Uno de los logros más acendrados en la evolución de las especies vegetales son los frutos. Ese órgano que sirve como vehículo a las semillas, para que éstas se esparzan y el ciclo de la vida no se interrumpa.

La principal misión de todo ser vivo es reproducirse y perpetuarse, enfrentando todas las adversidades que la naturaleza le ponga enfrente.

Es espectacular la variedad que han llegado a tener los frutos en nuestro planeta. Todos tienen el mismo objetivo, pero se han diversificado en miles de formas, tamaños, texturas y sabores: desde la llamarada refulgente de la mandarina, hasta el discreto luto del aguacate; desde la dureza de las nueces, hasta la piel delgada y delicada de las uvas; desde el picor corrosivo de un chile hasta la dulzura embriagadora del durazno.
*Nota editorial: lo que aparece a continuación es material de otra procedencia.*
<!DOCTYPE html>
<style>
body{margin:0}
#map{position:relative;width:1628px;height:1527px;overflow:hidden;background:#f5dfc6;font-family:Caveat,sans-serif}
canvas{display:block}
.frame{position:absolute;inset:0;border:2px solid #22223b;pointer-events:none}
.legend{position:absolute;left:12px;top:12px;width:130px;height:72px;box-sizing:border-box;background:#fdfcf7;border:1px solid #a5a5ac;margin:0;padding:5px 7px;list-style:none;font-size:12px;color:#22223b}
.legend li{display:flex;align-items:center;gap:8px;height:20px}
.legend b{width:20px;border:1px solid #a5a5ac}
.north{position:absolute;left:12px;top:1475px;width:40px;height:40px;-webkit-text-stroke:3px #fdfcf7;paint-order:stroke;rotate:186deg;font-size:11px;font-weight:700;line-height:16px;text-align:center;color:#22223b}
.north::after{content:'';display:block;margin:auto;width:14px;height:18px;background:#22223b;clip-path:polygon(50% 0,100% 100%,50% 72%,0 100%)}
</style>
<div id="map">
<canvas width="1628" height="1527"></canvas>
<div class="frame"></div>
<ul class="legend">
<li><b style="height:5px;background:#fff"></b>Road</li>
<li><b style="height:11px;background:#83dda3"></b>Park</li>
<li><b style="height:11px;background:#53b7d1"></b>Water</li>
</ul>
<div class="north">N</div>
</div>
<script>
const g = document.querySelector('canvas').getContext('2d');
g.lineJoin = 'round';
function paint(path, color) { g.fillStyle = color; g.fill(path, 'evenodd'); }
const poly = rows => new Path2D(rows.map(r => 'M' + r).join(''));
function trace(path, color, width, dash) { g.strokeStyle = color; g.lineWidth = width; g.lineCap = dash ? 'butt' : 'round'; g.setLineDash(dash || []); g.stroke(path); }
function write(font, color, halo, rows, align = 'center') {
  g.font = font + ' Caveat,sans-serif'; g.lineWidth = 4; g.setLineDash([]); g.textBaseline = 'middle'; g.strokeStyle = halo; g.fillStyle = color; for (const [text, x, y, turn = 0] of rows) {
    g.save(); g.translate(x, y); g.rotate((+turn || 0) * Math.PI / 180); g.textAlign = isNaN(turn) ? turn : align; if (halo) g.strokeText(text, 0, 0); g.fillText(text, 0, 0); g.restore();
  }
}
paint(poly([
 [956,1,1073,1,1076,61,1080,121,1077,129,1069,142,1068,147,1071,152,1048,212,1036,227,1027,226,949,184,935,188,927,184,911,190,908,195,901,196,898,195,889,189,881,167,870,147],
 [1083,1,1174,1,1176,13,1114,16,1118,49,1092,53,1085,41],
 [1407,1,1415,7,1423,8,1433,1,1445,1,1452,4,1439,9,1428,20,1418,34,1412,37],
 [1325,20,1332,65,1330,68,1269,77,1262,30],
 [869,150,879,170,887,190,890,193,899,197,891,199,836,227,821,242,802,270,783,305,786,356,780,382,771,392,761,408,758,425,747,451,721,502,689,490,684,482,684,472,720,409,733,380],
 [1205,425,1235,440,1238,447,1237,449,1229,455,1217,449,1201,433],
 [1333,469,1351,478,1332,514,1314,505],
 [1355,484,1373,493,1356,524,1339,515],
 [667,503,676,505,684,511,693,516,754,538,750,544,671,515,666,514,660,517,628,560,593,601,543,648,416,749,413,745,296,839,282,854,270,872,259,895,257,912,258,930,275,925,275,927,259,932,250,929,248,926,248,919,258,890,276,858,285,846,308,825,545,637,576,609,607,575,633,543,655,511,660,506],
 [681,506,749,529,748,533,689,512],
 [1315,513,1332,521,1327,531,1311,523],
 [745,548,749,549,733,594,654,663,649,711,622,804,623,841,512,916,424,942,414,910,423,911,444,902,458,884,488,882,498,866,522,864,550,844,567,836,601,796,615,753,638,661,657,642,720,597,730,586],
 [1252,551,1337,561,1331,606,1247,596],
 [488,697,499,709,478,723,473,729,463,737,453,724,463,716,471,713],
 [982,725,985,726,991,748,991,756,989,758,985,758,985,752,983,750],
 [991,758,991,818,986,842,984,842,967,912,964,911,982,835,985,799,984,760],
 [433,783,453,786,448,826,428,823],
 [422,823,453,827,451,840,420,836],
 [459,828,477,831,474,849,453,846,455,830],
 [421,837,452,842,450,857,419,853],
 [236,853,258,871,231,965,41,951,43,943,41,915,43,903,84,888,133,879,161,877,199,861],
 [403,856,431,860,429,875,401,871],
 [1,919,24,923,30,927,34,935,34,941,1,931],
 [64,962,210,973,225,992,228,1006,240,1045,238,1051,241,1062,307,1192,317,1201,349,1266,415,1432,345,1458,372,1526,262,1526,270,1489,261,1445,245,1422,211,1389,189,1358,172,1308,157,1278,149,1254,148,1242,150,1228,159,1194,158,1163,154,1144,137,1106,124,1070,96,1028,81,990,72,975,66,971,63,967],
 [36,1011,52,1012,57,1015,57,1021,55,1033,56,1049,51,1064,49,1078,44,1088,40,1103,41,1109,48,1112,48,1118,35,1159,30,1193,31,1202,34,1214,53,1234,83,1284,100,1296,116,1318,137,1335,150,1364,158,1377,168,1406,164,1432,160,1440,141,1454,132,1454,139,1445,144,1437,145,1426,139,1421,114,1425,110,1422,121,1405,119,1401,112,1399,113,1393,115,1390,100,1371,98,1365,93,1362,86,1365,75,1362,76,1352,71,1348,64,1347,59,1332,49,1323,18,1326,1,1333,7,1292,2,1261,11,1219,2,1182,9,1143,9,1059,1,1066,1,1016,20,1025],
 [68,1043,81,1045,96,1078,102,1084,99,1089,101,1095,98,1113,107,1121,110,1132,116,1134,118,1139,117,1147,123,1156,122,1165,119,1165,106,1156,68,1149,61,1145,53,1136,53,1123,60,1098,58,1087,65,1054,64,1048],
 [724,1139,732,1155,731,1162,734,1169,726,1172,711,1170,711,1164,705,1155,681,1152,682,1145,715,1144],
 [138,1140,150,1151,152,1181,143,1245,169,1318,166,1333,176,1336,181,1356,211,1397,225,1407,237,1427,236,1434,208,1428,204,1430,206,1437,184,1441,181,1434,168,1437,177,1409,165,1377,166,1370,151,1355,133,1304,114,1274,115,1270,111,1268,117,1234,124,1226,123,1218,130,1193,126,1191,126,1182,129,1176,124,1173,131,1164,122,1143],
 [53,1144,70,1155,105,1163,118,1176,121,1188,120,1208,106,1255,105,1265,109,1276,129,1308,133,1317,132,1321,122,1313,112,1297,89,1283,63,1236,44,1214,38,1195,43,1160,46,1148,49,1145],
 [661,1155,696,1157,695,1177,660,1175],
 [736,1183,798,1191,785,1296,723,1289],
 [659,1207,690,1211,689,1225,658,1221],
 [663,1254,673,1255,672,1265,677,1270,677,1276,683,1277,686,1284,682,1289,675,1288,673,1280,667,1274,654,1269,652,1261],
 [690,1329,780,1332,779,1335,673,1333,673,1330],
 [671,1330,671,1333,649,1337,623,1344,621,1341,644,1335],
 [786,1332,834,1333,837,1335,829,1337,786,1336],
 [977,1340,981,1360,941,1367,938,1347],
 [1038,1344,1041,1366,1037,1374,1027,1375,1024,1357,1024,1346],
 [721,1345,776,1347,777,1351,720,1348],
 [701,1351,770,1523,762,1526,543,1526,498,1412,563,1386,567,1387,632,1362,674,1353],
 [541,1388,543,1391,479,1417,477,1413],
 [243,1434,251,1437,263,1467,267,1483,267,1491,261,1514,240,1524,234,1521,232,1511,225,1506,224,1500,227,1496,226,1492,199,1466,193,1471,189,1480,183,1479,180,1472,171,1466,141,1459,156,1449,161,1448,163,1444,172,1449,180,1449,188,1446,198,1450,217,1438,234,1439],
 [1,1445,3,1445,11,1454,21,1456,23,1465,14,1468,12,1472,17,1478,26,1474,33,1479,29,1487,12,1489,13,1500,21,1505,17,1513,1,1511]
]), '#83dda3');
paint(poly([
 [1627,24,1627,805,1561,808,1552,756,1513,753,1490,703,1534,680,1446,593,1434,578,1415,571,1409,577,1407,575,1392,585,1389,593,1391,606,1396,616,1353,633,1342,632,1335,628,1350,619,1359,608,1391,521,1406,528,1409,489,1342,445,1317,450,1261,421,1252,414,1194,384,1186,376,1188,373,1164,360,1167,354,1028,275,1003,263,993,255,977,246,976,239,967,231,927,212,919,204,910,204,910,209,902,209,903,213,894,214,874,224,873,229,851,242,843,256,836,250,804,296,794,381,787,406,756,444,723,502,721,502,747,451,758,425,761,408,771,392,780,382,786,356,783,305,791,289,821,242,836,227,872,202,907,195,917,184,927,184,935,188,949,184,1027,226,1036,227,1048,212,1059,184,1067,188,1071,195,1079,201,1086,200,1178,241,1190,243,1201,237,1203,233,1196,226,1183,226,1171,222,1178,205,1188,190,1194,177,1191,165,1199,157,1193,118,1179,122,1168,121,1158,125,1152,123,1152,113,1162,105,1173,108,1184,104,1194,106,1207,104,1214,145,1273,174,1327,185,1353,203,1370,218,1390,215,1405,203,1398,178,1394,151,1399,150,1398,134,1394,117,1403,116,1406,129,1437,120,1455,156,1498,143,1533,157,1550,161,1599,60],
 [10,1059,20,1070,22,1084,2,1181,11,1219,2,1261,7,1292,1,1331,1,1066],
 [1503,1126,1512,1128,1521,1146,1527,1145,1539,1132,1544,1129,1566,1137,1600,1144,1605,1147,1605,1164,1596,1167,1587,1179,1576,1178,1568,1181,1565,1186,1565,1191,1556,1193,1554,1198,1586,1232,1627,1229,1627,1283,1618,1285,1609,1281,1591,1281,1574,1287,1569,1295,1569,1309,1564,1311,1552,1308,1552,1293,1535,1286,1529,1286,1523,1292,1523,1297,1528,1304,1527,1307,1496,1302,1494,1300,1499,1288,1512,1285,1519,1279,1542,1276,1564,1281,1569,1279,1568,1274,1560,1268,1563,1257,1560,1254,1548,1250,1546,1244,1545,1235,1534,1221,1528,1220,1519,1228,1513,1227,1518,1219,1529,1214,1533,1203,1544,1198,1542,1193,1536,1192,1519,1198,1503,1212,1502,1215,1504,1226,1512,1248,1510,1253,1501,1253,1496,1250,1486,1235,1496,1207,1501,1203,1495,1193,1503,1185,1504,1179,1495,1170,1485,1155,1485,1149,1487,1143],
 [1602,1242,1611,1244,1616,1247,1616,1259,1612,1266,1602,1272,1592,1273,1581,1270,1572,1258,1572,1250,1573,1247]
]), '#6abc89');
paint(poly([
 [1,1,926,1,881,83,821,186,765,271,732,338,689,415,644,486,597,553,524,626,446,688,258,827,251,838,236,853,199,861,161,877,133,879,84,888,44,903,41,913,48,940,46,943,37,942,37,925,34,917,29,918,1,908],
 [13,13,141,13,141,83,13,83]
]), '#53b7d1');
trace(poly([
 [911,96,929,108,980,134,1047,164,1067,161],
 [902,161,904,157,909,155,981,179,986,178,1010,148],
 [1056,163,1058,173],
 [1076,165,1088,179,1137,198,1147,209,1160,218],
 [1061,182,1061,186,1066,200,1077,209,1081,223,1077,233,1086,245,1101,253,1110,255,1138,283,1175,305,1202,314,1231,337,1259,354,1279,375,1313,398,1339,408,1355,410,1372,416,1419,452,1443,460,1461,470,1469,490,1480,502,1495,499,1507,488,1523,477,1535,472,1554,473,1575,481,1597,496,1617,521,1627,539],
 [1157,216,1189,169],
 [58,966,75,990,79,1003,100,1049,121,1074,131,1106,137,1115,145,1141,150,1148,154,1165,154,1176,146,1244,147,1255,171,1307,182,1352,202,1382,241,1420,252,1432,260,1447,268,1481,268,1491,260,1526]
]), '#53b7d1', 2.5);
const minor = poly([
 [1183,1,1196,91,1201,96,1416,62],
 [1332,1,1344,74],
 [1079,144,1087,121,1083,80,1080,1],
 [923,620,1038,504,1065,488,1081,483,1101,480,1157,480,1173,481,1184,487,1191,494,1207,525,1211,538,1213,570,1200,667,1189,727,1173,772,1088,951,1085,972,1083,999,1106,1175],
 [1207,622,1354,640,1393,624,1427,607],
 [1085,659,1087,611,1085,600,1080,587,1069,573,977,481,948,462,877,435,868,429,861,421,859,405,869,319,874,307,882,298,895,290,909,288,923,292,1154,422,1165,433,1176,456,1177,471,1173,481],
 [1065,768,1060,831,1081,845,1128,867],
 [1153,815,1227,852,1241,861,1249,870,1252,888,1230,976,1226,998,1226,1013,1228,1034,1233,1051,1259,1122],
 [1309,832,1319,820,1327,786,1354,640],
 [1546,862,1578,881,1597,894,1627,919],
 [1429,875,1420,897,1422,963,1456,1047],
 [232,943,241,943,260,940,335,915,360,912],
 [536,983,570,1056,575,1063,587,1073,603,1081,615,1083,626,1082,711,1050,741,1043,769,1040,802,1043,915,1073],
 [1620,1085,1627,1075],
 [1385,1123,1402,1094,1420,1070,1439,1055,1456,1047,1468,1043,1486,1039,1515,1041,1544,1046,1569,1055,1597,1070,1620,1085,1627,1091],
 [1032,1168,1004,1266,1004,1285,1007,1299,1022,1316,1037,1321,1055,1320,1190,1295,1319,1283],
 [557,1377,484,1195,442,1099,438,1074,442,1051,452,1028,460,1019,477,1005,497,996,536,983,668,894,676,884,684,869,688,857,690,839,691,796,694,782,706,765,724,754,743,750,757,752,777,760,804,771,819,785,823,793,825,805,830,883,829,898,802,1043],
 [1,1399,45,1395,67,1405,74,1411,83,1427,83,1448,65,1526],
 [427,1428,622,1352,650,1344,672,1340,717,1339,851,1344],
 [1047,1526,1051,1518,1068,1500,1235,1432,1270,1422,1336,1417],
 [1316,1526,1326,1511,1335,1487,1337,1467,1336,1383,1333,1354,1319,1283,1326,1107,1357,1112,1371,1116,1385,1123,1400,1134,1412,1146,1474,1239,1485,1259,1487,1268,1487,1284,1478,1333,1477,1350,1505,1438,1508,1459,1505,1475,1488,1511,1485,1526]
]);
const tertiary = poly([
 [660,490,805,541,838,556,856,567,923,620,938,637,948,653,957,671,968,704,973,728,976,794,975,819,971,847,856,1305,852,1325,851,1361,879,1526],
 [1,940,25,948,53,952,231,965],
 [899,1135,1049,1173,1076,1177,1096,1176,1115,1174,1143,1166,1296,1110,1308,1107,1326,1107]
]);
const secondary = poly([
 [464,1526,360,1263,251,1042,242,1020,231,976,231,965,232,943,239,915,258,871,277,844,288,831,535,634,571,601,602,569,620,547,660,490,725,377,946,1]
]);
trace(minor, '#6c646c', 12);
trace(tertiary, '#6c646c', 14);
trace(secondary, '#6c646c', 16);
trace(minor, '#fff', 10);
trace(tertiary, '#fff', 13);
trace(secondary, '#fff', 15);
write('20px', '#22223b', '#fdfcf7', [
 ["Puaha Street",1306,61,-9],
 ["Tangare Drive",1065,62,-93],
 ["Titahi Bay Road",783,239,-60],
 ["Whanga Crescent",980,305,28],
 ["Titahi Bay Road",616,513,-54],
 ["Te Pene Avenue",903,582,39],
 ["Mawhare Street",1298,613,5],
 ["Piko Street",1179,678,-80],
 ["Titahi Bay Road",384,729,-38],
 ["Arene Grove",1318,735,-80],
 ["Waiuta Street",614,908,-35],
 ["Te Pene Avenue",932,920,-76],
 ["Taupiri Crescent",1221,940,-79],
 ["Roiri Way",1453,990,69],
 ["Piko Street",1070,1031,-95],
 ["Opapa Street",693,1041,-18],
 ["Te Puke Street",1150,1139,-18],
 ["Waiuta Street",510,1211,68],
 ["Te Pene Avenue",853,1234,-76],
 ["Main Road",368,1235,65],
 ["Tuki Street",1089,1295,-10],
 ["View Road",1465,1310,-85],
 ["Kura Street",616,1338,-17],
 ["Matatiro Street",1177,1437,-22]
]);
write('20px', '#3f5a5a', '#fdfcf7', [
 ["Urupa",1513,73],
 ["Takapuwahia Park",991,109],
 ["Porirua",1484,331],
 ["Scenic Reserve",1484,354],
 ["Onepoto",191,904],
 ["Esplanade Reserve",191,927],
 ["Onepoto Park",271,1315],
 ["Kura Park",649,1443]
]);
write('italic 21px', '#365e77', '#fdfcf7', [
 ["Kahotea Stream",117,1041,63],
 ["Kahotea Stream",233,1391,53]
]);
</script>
Así como las flores compiten con sus colores y sus aromas para atraer a los insectos y a otros polinizadores, usándolos como transporte para enviar su polen a otras plantas de su especie, los frutos compiten por la atención de los animales, para que tras comerlos lleven sus semillas lejos y surjan de ahí nuevas plantas.

Los frutos nos han acompañado desde siempre, empezando por el mítico fruto prohibido del árbol de la ciencia del bien y del mal, por el que perdimos el Paraíso. Pero es también un fruto el que lo pone de nuevo a nuestro alcance. El “fruto de la vid y del trabajo del hombre”.
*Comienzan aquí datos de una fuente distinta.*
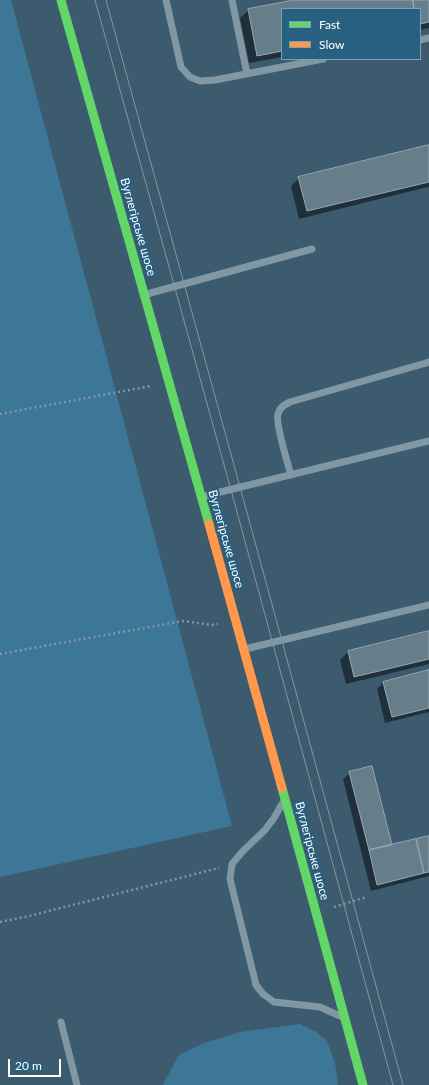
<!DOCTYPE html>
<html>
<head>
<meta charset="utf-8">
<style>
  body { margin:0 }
  #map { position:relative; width:429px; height:1085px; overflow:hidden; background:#3c5b6e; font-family:Lato,sans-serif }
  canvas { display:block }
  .legend { position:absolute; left:281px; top:8px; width:140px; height:52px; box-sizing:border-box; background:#286082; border:1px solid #7ea0b4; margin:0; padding:5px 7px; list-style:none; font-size:12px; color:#fff }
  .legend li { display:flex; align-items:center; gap:8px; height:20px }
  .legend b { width:20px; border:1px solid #7ea0b4 }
  .scale { position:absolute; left:8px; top:1059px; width:53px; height:18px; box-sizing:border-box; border:2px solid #fff; border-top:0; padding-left:5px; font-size:12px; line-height:14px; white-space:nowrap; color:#fff; -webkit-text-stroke:3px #286082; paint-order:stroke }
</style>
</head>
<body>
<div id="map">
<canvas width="429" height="1085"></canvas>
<ul class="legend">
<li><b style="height:5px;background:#63d668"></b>Fast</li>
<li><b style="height:5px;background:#ff974d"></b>Slow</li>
</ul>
<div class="scale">20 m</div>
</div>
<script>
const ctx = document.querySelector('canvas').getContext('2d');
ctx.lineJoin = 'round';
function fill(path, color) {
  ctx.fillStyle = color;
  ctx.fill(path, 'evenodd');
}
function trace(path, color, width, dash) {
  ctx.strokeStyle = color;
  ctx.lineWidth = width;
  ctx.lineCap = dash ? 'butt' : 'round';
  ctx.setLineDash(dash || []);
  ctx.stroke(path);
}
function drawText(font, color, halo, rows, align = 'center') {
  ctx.font = font + ' Lato,sans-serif';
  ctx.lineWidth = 4;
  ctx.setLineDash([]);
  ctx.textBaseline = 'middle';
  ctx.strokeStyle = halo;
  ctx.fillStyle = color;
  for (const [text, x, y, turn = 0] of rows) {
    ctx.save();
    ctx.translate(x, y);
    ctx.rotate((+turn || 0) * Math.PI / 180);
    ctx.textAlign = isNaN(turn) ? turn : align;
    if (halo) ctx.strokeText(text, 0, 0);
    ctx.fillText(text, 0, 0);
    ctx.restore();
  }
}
fill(new Path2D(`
  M0 0H11L232 826 0 877Z
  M300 1024 315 1031 327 1041 335 1063 338 1085H163V1084L179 1055 204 1043 240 1032Z`), '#3d7798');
fill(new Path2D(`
  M299 0H429V28L420 30V9H282V57L249 63 240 18 249 10Z
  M429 151V186L428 187 299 219 291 186 299 178Z
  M429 632V664L346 684 340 660 348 652Z
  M429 671V712L385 723 377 689 383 683Z
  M350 773 391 846 429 837V876L371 891 343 779Z`), '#0007');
const building = new Path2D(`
  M294 0H413L414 9H282V51L257 56 248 9Z
  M413 0H429V22L420 24V9H414Z
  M429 145V182L307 211 298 177Z
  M429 631V659L354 677 348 651Z
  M429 670V708L392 717 383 682Z
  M372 766 392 845 369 850 349 772Z
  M429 836V872L424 873 416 839Z
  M416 839 424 873 377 885 369 850Z`);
fill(building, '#667d8a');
trace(building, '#96a7b2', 1);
trace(new Path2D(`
  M0 414 151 386
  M0 654 183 621 212 625 218 624
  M334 907 367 897
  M0 922 29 916 219 868`), '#8297a4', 2.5, [2, 3]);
trace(new Path2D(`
  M166 0 181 67 190 77 200 81 215 80 323 59
  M232 0 247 74
  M420 40 429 38
  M147 294 312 249
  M291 475C288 464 275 423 278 414 280 407 284 405 290 402L429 362
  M204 496 429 441
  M245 649 429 605
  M282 804 274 818 265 830 243 851 232 864 230 879 256 985 263 994 274 1002 320 1007 340 1016
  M61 1022 77 1085`), '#8297a4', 7);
trace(new Path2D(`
  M61 0 209 524
  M282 788 363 1085`), '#63d668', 9);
trace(new Path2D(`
  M209 524 282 788`), '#ff974d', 9);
trace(new Path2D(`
  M95 0 231 490 393 1085
  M106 0 240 487 403 1085`), '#8297a4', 1);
drawText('12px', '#fff', '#286082', [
  ["Вуглегірське шосе",138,227,74],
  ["Вуглегірське шосе",226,539,74],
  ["Вуглегірське шосе",312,851,75]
]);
</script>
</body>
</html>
Hay cientos de referencias a los frutos en los textos sagrados. Son algo con lo que todos tenemos, desde nuestra infancia, una estrecha relación. Revisten tal importancia, que designamos como frutos a nuestros logros y a nuestras creaciones. Las plantas compiten con lo atractivo de los colores y aromas de sus frutos. Nosotros, en otra rama de la escala evolutiva, competimos unos con otros con los frutos de nuestro trabajo, con los frutos de nuestro ingenio.

Y naturalmente, como seres vivos, los humanos buscamos también perpetuar nuestros genes, produciendo frutos que se transformen en brotes de olivo alrededor de nuestra mesa.

De entre todos los frutos, en nuestro idioma llamamos “fruta” a los que son comestibles, a los que han seducido a nuestra especie a lo largo de los siglos.

Ya el hecho de haber cambiado la palabra de masculino a femenino insinúa una cierta relación entre el placer sensorial de comer una fruta y el placer de la atracción entre hombres y mujeres.

Comparar el cuerpo femenino con las frutas es una tentación de la que pocos poetas escapan. Porque las frutas tienen la maravillosa virtud de inundar de sensaciones simultáneamente varios de nuestros sentidos.
Así lo siente Jorge Carrera Andrade, poeta ecuatoriano: Tu boca, fruta abierta / al besar brinda / perlas en un pocillo / de miel y guindas. / Mujer: antología / de frutas y de nidos, / leída y releída / con mis cinco sentidos.
Y en su Oda a la naranja, el poeta mexicano Eugenio Valle Molina escribe: Me gusta deslizar mis dedos / por tu redonda geografía, / me recuerda los pechos tiernos / o maduros de tantas mujeres / que estuvieron conmigo / al pie de los naranjos.